# [What to produce]
Any picture in the data below gets skipped; print all the rest exactly.

# [Dataset records]

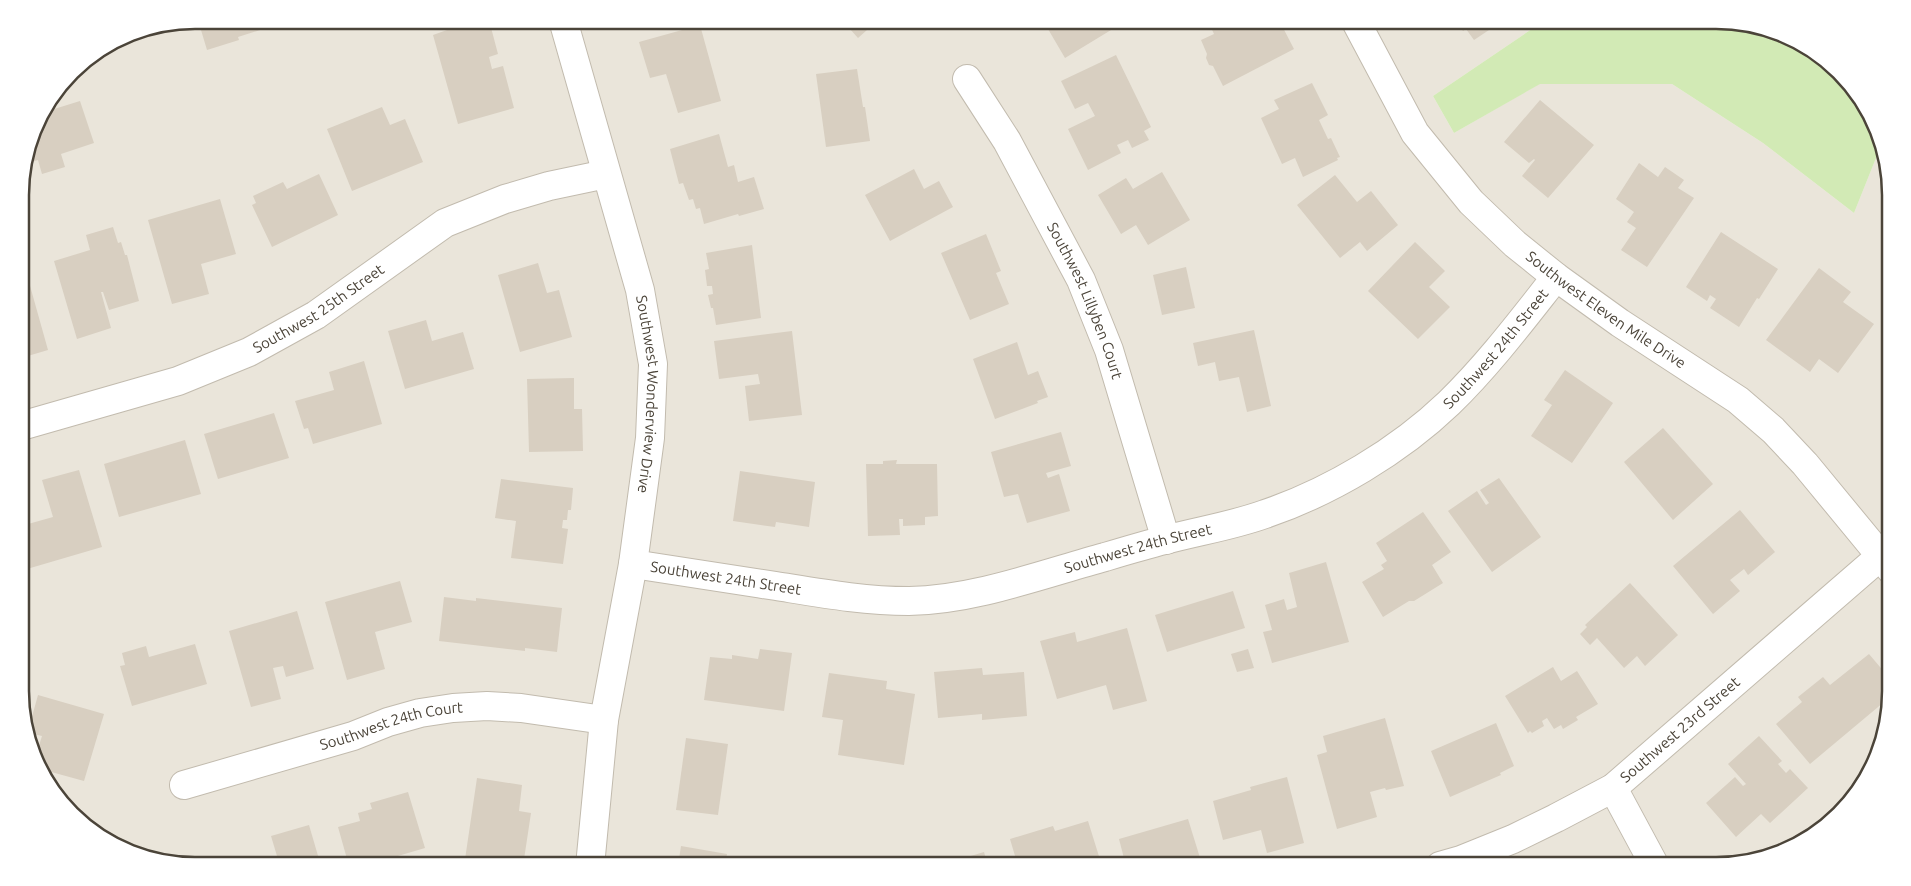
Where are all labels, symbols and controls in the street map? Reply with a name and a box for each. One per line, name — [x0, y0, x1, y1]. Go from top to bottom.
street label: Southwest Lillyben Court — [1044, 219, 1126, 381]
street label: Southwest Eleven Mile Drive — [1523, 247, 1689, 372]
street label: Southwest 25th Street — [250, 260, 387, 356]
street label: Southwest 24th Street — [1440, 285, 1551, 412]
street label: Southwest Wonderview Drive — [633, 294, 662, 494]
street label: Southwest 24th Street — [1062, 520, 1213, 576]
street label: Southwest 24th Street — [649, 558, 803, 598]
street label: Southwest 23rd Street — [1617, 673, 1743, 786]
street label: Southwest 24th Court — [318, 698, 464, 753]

# [Worked solution]
Where are all labels, symbols and controls in the street map? Reply with a name and a box for each. One per line, name — [x0, y0, x1, y1]. Go from top to bottom.
street label: Southwest Lillyben Court — [1044, 219, 1126, 381]
street label: Southwest Eleven Mile Drive — [1523, 247, 1689, 372]
street label: Southwest 25th Street — [250, 260, 387, 356]
street label: Southwest 24th Street — [1440, 285, 1551, 412]
street label: Southwest Wonderview Drive — [633, 294, 662, 494]
street label: Southwest 24th Street — [1062, 520, 1213, 576]
street label: Southwest 24th Street — [649, 558, 803, 598]
street label: Southwest 23rd Street — [1617, 673, 1743, 786]
street label: Southwest 24th Court — [318, 698, 464, 753]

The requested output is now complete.